From the top of the records below down to the line containing "position:absolute; left:32px; top:32px;", reproduce every line exactly.
RECORDS PROVIDED below:
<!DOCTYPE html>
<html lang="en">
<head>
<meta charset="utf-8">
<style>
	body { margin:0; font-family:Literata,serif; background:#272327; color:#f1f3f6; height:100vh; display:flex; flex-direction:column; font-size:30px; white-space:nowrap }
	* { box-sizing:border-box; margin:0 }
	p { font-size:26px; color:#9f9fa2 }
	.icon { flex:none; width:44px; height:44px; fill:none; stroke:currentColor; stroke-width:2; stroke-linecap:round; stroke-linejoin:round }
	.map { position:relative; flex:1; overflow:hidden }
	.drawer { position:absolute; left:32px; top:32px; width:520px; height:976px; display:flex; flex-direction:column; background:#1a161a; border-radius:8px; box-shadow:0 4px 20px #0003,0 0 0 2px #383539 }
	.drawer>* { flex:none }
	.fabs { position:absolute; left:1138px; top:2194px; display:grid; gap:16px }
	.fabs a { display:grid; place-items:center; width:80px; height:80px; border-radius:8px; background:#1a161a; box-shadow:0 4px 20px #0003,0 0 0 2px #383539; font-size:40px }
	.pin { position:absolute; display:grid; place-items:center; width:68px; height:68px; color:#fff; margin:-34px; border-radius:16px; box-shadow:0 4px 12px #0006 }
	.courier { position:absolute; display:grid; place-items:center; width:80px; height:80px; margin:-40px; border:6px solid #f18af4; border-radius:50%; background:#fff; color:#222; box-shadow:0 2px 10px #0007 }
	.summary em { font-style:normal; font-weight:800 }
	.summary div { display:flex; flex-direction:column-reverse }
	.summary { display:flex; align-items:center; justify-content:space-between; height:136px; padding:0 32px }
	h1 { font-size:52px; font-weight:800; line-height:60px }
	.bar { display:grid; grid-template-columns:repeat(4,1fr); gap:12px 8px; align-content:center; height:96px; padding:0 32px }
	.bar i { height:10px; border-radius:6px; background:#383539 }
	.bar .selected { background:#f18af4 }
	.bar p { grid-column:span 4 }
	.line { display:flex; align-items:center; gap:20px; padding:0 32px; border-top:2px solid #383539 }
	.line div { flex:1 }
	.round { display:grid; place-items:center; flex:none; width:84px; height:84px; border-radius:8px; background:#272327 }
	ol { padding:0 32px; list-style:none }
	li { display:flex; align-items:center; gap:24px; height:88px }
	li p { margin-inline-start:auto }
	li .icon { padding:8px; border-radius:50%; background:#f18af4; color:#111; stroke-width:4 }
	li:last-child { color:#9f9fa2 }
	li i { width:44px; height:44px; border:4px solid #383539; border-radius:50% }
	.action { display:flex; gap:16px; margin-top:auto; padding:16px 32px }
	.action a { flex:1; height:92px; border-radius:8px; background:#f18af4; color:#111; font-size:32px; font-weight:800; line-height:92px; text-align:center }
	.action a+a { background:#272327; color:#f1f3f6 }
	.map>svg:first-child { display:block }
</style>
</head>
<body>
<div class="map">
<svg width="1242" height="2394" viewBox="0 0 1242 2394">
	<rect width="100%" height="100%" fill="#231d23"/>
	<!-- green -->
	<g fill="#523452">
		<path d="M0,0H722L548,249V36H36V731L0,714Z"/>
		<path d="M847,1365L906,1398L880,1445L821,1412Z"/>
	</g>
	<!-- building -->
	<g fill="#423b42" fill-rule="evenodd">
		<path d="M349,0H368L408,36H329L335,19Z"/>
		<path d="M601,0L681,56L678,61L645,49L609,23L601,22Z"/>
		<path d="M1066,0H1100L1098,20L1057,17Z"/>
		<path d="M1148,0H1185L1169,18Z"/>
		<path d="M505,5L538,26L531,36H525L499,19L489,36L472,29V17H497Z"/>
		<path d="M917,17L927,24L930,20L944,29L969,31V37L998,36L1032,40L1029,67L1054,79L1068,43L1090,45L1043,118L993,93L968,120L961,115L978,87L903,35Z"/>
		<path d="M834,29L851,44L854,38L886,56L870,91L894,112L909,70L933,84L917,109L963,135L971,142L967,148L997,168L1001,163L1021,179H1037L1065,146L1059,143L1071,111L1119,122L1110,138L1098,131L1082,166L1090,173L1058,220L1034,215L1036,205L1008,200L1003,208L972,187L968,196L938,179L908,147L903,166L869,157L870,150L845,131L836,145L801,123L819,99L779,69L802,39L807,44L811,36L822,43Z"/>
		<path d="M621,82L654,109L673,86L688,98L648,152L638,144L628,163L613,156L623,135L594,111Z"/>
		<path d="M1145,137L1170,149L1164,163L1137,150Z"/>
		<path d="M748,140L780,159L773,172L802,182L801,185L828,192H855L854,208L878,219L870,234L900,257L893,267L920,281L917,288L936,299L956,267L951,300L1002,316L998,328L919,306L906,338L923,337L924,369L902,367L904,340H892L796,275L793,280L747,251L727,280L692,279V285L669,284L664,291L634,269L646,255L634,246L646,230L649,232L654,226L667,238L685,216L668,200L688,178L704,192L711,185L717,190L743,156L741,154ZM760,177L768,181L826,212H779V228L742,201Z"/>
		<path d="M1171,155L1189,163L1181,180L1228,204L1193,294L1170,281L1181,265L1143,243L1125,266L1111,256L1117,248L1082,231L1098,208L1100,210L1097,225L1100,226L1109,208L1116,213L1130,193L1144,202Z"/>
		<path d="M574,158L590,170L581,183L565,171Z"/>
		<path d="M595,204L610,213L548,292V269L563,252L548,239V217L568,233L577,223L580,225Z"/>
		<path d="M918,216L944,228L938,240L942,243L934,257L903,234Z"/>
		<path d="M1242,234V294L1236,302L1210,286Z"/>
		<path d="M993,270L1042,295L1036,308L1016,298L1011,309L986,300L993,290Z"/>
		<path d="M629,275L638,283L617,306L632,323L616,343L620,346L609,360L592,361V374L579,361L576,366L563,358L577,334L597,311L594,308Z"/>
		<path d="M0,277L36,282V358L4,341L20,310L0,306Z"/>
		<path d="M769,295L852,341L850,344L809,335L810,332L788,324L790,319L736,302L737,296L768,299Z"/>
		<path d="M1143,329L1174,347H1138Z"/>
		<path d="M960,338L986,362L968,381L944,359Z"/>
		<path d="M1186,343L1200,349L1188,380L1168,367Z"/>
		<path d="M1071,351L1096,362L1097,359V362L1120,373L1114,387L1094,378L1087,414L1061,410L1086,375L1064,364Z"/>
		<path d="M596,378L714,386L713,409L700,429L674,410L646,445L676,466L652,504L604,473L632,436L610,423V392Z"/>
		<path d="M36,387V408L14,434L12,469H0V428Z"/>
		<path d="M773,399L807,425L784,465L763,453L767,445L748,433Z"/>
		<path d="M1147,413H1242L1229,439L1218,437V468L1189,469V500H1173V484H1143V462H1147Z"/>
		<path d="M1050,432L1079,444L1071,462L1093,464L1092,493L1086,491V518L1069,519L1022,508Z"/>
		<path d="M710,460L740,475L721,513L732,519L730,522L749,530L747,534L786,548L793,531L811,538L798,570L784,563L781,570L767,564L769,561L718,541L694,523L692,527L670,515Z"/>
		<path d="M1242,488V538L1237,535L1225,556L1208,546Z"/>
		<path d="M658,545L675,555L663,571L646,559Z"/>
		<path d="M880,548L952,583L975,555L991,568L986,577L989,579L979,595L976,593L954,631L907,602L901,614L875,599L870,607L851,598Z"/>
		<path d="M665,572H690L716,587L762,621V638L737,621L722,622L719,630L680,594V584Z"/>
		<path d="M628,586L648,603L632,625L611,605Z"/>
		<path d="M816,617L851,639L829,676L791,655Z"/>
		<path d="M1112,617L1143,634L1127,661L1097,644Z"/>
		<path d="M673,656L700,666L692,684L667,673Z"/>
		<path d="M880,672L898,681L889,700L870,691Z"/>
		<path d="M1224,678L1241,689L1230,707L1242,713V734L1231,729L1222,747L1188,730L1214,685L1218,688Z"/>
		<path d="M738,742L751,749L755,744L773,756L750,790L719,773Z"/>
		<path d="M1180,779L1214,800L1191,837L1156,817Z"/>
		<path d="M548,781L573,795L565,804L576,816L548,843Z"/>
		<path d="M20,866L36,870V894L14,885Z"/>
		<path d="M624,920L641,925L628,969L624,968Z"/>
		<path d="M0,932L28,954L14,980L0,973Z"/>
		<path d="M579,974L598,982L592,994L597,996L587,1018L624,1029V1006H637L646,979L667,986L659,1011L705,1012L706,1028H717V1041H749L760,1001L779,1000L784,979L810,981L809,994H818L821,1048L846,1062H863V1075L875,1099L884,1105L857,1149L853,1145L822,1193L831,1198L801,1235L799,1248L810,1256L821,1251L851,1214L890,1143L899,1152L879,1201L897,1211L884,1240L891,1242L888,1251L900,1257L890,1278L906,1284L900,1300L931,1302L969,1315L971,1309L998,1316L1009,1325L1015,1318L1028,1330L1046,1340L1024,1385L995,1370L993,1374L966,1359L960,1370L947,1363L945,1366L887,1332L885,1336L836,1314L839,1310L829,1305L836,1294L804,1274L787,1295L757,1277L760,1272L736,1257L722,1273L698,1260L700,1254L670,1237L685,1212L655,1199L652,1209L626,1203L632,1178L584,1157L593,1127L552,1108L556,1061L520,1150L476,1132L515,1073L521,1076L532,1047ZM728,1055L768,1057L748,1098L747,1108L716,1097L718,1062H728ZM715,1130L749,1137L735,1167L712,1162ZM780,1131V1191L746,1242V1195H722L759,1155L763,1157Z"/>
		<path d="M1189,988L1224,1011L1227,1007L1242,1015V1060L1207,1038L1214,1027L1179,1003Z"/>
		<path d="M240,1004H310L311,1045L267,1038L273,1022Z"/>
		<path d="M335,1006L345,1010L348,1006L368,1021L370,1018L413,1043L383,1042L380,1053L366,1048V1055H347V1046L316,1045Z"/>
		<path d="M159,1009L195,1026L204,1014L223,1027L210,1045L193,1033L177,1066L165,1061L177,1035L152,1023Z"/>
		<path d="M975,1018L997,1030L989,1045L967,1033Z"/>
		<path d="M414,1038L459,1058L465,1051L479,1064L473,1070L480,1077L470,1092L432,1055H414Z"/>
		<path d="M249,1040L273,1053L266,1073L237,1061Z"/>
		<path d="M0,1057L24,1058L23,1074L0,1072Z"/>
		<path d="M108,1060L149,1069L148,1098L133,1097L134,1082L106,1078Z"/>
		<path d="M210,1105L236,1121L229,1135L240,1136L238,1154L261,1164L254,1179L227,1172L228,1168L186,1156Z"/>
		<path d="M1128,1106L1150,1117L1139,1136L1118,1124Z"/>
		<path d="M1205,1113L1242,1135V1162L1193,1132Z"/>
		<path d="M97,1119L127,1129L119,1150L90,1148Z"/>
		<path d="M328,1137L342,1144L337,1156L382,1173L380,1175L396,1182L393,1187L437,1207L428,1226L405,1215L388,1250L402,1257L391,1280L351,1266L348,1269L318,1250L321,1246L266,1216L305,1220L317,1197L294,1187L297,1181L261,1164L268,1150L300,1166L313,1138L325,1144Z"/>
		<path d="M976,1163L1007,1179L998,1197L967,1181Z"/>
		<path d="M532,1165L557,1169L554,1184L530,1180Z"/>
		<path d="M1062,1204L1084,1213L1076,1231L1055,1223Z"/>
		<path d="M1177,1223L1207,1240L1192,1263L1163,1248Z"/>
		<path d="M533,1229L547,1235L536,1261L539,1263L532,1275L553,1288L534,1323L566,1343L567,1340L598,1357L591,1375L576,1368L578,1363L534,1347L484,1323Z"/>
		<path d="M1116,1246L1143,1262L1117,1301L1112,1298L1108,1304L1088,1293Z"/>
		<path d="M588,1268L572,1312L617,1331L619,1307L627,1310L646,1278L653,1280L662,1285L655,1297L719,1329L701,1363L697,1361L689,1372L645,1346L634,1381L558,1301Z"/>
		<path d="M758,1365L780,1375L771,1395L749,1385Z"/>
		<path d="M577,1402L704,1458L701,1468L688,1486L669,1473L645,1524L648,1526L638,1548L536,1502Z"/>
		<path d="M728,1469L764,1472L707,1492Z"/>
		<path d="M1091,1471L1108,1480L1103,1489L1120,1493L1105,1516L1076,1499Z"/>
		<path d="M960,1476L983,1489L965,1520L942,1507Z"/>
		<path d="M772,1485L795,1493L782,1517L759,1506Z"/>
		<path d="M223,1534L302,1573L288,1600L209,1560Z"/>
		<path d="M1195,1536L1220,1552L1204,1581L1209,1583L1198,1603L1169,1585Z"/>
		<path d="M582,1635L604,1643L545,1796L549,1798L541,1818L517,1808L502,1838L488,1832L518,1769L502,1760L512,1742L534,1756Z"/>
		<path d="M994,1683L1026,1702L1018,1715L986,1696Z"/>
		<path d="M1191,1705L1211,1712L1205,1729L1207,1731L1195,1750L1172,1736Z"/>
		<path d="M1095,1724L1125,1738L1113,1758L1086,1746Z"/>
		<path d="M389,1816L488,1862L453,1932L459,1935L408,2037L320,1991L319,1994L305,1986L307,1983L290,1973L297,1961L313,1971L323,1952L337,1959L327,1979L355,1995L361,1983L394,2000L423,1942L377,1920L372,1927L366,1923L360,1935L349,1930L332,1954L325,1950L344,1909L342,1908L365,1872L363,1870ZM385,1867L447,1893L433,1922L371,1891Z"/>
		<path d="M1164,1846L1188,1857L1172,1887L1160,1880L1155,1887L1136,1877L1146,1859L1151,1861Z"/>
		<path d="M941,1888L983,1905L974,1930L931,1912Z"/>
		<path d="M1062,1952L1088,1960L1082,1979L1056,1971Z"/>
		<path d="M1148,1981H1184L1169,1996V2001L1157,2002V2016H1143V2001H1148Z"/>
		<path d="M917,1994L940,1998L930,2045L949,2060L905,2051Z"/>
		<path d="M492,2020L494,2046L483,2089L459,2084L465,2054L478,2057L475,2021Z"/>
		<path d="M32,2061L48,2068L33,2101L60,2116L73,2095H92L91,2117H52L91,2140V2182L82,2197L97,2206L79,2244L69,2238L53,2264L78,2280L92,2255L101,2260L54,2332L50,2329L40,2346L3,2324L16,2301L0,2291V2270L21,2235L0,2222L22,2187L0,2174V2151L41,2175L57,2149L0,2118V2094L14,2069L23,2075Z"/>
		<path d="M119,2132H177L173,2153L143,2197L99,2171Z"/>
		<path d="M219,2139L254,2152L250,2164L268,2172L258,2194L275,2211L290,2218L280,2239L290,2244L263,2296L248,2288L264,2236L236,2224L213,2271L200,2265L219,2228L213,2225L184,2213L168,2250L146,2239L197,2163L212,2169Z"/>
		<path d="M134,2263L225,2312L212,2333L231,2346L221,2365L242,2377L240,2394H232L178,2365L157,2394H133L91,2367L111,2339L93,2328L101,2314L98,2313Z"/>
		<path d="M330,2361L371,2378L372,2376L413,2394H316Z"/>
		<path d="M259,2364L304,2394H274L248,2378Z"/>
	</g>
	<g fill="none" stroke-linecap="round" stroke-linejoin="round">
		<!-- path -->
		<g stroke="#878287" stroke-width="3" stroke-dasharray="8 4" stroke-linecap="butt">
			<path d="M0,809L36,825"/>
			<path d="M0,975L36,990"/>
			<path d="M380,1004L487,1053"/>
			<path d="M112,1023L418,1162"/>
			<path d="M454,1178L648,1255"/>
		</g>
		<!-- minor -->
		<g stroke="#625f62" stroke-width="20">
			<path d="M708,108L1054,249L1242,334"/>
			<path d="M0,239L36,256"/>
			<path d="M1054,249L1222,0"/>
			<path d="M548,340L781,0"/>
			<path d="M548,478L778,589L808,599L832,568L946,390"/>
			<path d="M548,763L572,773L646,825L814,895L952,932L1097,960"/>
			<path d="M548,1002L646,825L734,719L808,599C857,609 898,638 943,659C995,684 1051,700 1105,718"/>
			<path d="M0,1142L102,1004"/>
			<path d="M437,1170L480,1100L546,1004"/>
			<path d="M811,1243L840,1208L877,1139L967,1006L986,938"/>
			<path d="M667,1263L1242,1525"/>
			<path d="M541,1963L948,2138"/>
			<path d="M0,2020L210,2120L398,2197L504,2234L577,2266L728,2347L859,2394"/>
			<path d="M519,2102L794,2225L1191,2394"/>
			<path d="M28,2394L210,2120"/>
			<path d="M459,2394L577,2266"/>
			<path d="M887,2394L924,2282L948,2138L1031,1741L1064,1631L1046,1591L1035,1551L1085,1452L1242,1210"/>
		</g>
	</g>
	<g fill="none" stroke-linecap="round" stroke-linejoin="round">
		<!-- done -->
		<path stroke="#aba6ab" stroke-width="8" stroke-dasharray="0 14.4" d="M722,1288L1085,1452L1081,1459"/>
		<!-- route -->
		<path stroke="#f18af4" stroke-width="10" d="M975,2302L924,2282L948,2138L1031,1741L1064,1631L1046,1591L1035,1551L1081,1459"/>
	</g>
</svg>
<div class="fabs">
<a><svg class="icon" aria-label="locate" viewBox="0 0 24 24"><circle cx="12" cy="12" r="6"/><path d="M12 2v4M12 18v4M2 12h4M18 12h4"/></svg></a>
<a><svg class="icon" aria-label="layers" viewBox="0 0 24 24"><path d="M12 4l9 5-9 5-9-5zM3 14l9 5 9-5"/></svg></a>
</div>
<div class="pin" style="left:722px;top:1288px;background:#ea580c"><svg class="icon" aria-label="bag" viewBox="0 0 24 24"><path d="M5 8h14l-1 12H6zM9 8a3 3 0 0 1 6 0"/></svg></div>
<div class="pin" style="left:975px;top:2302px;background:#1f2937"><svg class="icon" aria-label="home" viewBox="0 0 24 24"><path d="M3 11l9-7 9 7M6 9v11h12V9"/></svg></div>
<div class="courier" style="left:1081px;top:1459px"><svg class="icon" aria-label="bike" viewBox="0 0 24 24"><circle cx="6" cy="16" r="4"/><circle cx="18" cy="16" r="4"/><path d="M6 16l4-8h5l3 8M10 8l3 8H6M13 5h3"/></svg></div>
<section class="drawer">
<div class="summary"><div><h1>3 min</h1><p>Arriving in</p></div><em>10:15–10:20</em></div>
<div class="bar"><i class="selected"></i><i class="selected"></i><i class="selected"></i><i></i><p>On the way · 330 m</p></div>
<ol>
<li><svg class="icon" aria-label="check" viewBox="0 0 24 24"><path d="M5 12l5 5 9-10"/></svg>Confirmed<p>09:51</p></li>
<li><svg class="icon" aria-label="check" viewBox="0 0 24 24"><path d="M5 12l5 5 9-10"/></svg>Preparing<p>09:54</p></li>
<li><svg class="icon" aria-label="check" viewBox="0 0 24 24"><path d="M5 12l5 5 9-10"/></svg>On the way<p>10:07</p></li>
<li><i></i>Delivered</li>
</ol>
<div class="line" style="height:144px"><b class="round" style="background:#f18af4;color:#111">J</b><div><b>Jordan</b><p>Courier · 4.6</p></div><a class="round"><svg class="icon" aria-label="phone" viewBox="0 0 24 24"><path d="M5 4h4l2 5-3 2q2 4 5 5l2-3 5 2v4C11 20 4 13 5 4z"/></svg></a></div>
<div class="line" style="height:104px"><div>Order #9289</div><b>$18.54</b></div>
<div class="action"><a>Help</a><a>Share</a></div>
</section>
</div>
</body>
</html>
End of RECORDS PROVIDED.
- FINAL ANSWER:
<!DOCTYPE html>
<html lang="en">
<head>
<meta charset="utf-8">
<style>
	body { margin:0; font-family:Literata,serif; background:#272327; color:#f1f3f6; height:100vh; display:flex; flex-direction:column; font-size:30px; white-space:nowrap }
	* { box-sizing:border-box; margin:0 }
	p { font-size:26px; color:#9f9fa2 }
	.icon { flex:none; width:44px; height:44px; fill:none; stroke:currentColor; stroke-width:2; stroke-linecap:round; stroke-linejoin:round }
	.map { position:relative; flex:1; overflow:hidden }
	.drawer { position:absolute; left:32px; top:32px; width:520px; height:976px; display:flex; flex-direction:column; background:#1a161a; border-radius:8px; box-shadow:0 4px 20px #0003,0 0 0 2px #383539 }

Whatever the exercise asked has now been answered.